Seibel: Do you think overall programming languages are getting better? Are we on a trajectory where we learn enough lessons from the past and come up with enough new ideas?

Armstrong: Yes. The new languages are good. Haskell and things like that. Erlang. Then there are some funny languages that should really be used. Prolog is a beautiful language but not widely used. It sort of peaked; Kowalski called it a solution looking for a problem.

Seibel: Dan Ingalls mentioned Prolog as an example of the kind of idea that we should really revisit now that we’ve had a couple decades of Moore’s Law.

Armstrong: Prolog is so different to all the other programming languages. It’s just this amazing way of thinking. And it’s not appropriate to all problems. But it is appropriate to an extremely large set of problems. It’s not widely used. And it’s a great shame because programs are incredibly short. I think I went into shock when I wrote my first Prolog program. It’s a kind of shocking experience. You just walk around going, where’s the program—I haven’t written a program. You just told it a few facts about the system, about your problem. Here it is figuring out what to do. It’s wonderful.

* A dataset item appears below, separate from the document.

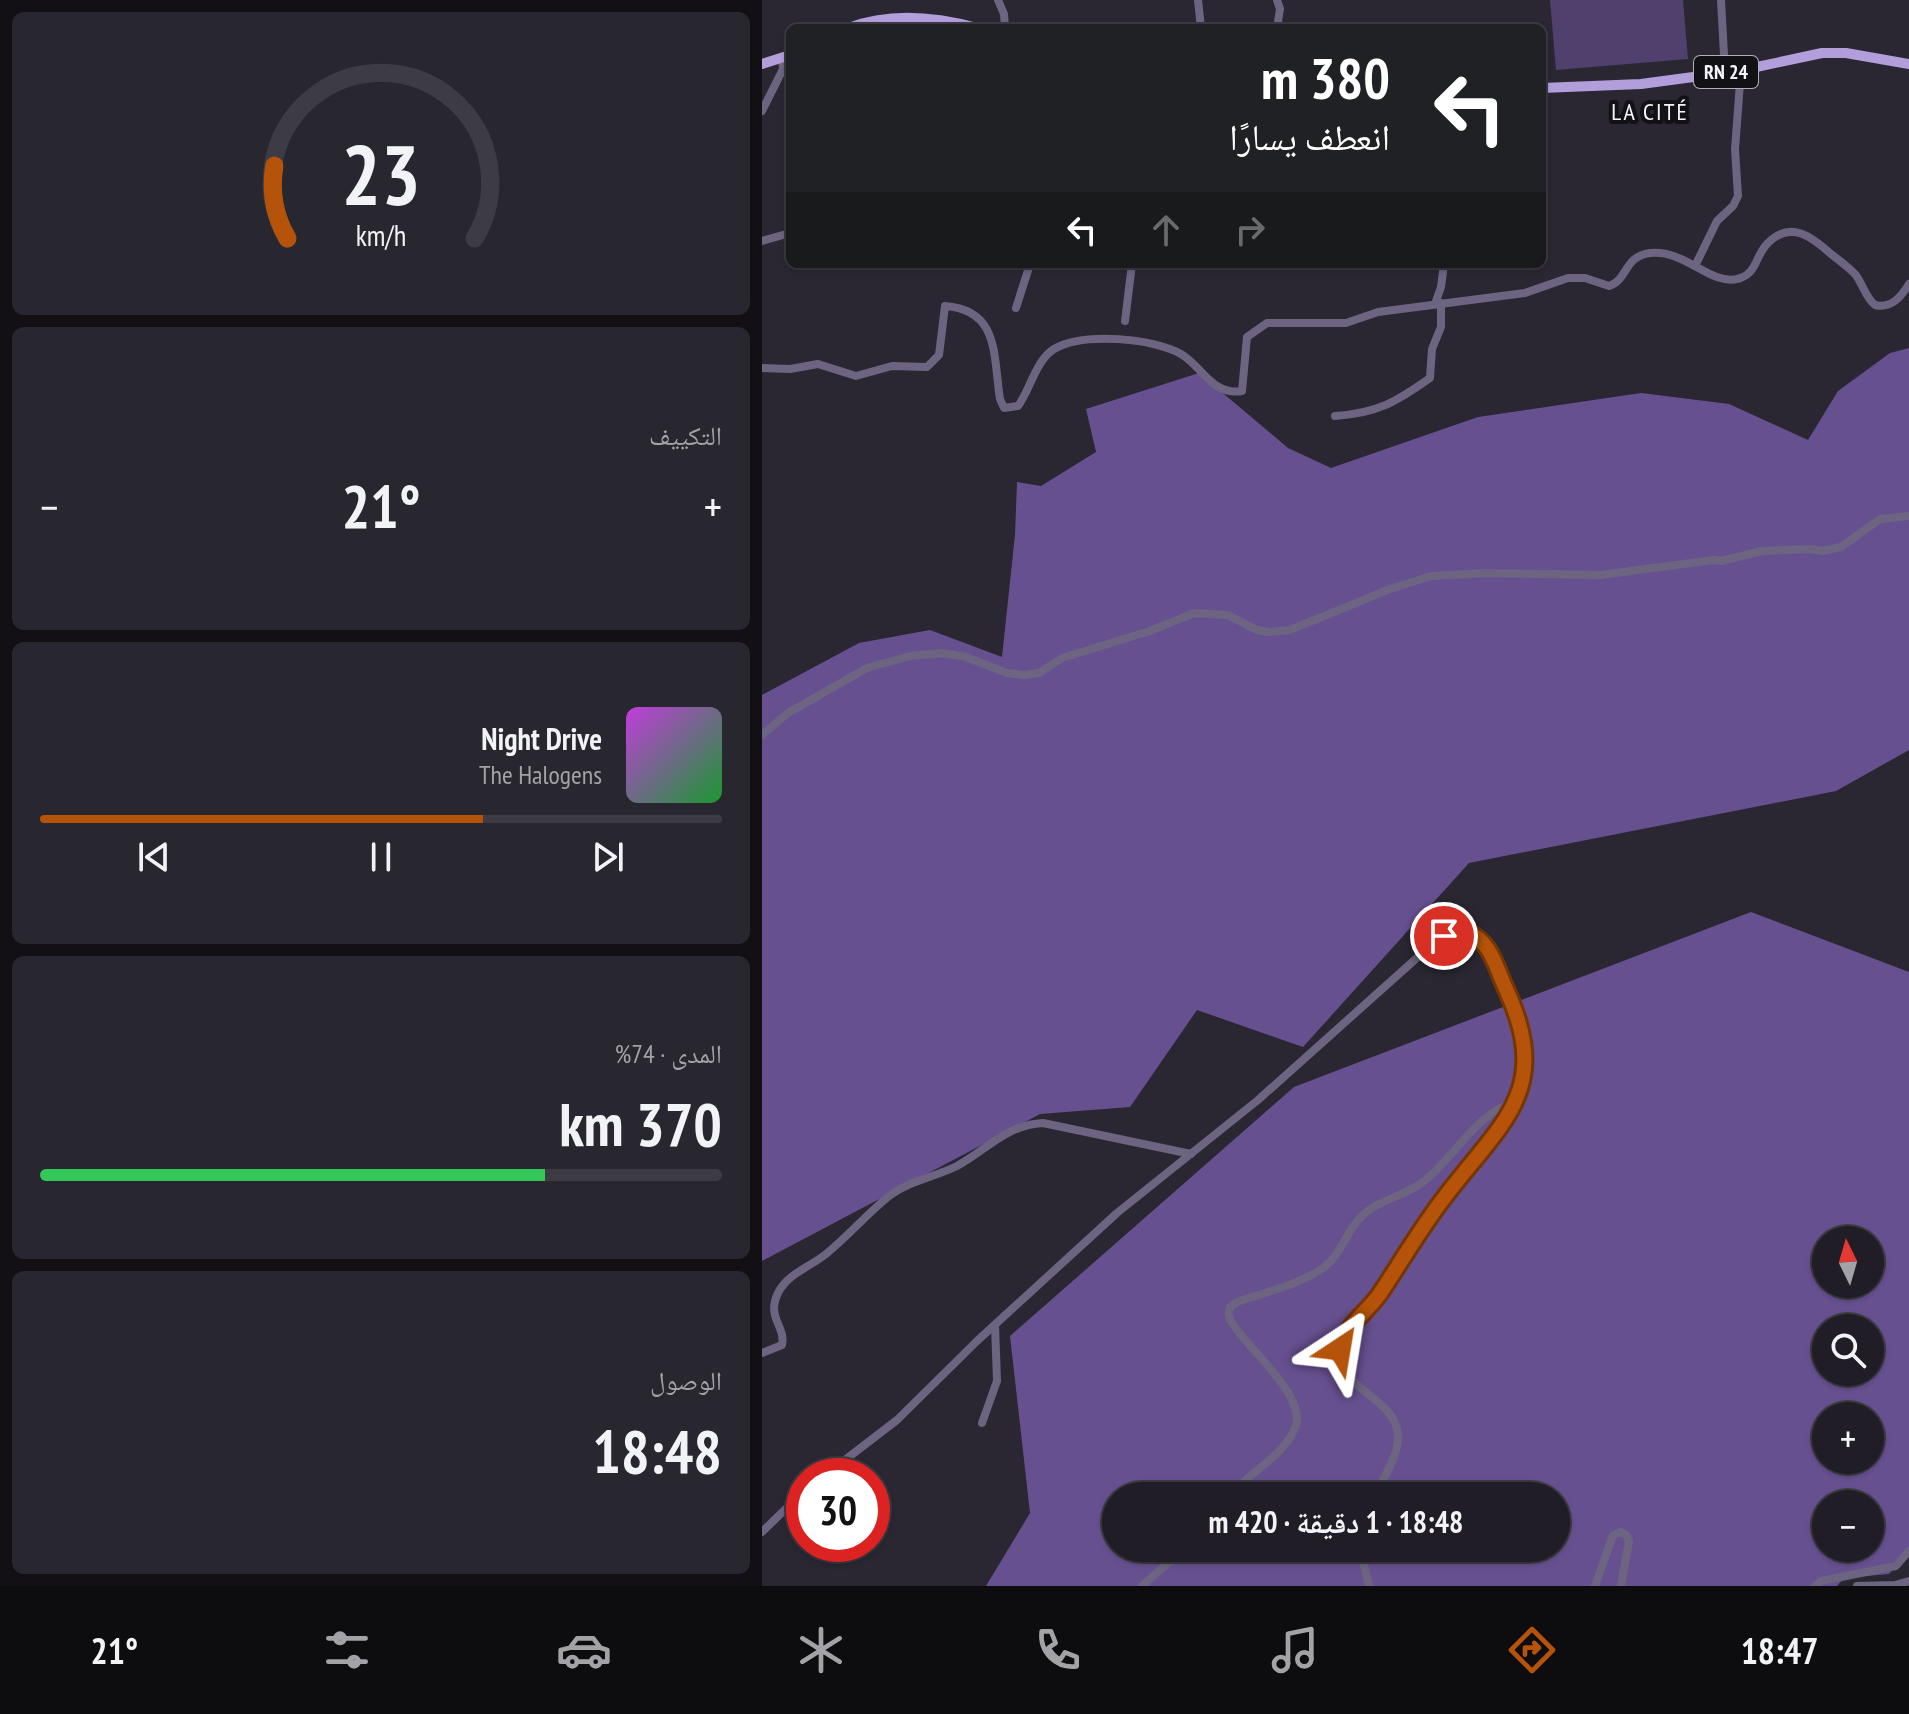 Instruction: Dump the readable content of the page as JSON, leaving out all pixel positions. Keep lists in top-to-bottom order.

I should go back to Prolog—drop Erlang.

Seibel: Are there other skills that are not directly related to programming that you feel have improved your programming or that are valuable to have as a programmer?

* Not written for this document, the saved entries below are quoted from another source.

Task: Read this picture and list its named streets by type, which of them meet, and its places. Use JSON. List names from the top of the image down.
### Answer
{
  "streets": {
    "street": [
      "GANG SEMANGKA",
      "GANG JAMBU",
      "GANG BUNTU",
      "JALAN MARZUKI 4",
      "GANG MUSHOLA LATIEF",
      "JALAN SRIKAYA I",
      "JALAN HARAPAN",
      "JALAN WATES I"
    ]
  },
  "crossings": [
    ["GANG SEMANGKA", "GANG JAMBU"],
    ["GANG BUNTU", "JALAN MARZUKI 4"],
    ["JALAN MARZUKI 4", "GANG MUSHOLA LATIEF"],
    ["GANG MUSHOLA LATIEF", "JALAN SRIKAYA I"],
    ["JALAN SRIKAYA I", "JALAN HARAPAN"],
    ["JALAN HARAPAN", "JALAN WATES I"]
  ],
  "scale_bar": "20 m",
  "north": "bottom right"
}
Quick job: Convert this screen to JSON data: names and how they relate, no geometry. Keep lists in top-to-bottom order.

Armstrong: Writing is. There’s some computer scientist that said, “Oh, if you’re no good at English you’ll never be a very good programmer.”

Seibel: I think Dijkstra had something about that.

Armstrong: I’ve occasionally been asked to advise people at universities on choice of syllabus subjects for computer science courses, being as how I work for industry—what does industry want? And I say, “Well, turn ’em out being able to write and argue cogently.” Most graduates who come out, and they’ve got degrees in computer science, writing’s not their strong point.

I think it’s actually very difficult to teach because it’s very individual. Somebody’s got to take your text and a red pen and explain to you what you did wrong. And that’s very time consuming. Have you ever read Hamming’s advice to young researchers?

Seibel: “You and Your Research”?

Armstrong: He says things like, “Do good stuff.” He says, “If you don’t do good stuff, in good areas, it doesn’t matter what you do.” And Hamming said, “I always spend a day a week learning new stuff. That means I spend 20 percent more of my time than my colleagues learning new stuff. Now 20 percent at compound interest means that after four and a half years I will know twice as much as them. And because of compound interest, this 20 percent extra, one day a week, after five years I will know three times as much,” or whatever the figures are. And I think that’s very true. Because I do research I don’t spend 20 percent of my time thinking about new stuff, I spend 40 percent of my time thinking about new stuff. And I’ve done it for 30 years. So I’ve noticed that I know a lot of stuff. When I get pulled in as a troubleshooter, boom, do it that way, do it that way. You were asking earlier what should one do to become a better programmer? Spend 20 percent of your time learning stuff—because it’s compounded. Read Hamming’s paper. It’s good. Very good.

Seibel: Do you find some code beautiful?

Armstrong: Yes. Why this is I don’t know. The funny thing is, if you give two programmers the same problem—it depends on the problem, but problems of a more mathematical nature, they can often end up writing the same code. Subject to just formatting issues and relabeling the variables and the function names, it’s isomorphic—it’s exactly the same algorithms. Are we creating these things or are we just pulling the cobwebs off? It’s like a statue that’s there and we’re pulling the cobwebs off and revealing the algorithm that’s always been there. So are we inventing a new algorithm or are we inventing a structure that already exists? Some algorithms feel like that. I think it’s more the mathematical algorithms. I don’t get that feeling when I’m implementing a telephony protocol or something. That’s not a statue that I’m pulling the cobwebs off.

Seibel: So that’s similar to the beauty of math, because it’s part of nature. Then there are other levels at which code sort of has an aesthetic.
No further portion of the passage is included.